HRW also spoke with multiple humanitarian organizations in Bangladesh who have reported “hundreds” of rape cases. Numbers of rape victims are likely much higher, as social stigma keeps many women silent.

“I have had to deal with disgust, others looking away from me,” Isharahat Islam, who was raped by soldiers in her village Hathi Para in October 2016, told HRW.

The numbers also cannot account for those who were killed after they were raped.

Fifteen-year-old Hala Sadak from a village in the Maungdaw Township told HRW that soldiers had dragged her from her home, stripped her naked, and pushed her against a tree where she estimates as many as 10 men raped her from behind.

“They left me where I was ... when my brother and sister came to get me, I was lying there on the ground, they thought I was dead,” she said.

Emotional, physical injuries

In addition to depression and post-traumatic stress disorder, women reported untreated injuries including vaginal tears, bleeding, and infections, the report said.

More than 600,000 Rohingya Muslims have left Myanmar’s Rakhine State since Aug. 25, after insurgents attacked security forces and prompted a brutal military crackdown that has been described as ethnic cleansing.

Myanmar’s government has repeatedly rejected claims that atrocities, including rape and extrajudicial killings, are occurring in northern Rakhine, the epicenter of the violence that the United Nations has called “textbook ethnic cleansing.”

Denials from Myanmar

In September, the Rakhine state border security minister denied reports of rape by security forces in the state, according to HRW.

“Where is the proof?
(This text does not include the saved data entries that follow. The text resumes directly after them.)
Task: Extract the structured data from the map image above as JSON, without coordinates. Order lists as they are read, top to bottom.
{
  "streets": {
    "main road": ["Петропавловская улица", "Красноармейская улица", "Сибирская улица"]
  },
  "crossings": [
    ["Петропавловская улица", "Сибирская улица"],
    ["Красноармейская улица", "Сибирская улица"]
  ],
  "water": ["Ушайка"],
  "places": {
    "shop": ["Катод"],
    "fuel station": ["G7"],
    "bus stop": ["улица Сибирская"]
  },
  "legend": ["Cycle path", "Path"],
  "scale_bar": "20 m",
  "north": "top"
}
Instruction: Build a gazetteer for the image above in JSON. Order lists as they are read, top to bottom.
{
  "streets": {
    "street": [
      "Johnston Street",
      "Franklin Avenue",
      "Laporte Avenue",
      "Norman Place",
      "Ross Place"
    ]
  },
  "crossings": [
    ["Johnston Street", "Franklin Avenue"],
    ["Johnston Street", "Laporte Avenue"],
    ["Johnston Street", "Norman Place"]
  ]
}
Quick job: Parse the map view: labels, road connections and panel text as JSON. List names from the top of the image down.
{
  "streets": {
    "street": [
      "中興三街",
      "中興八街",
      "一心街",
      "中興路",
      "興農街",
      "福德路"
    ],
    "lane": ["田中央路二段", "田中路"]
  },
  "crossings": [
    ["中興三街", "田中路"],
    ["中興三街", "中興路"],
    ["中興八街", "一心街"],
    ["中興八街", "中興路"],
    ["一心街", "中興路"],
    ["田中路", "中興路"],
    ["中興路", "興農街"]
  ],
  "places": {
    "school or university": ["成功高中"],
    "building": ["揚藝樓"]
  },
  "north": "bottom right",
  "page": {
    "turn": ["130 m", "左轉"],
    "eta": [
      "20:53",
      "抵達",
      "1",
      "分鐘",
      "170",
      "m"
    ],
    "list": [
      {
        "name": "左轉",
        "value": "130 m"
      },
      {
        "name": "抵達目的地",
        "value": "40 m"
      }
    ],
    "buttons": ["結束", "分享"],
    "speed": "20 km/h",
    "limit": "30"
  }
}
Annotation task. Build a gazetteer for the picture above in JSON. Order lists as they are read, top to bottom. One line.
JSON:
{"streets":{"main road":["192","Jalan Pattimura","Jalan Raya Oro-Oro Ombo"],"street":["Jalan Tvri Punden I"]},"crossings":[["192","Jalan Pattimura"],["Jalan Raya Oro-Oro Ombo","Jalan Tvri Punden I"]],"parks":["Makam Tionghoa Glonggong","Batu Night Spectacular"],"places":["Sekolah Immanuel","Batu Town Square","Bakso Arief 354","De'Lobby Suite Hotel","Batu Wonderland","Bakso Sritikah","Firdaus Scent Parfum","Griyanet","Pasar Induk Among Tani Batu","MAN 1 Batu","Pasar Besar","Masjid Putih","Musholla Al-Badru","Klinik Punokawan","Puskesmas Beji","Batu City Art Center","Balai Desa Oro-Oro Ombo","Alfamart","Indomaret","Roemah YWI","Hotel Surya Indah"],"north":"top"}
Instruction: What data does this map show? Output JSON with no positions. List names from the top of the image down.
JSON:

Look at those women who are making these claims — would anyone want to rape them?” he was quoted as saying in Thursday’s report.

Myanmar does not recognize the Rohingya and denies them citizenship, referring to them as “Bengali” to imply origins in Bangladesh.

Though Aung San Suu Kyi has been criticized for sidestepping allegations of abuses, many Western governments have been reluctant to ostracize her during a fragile transition to democracy.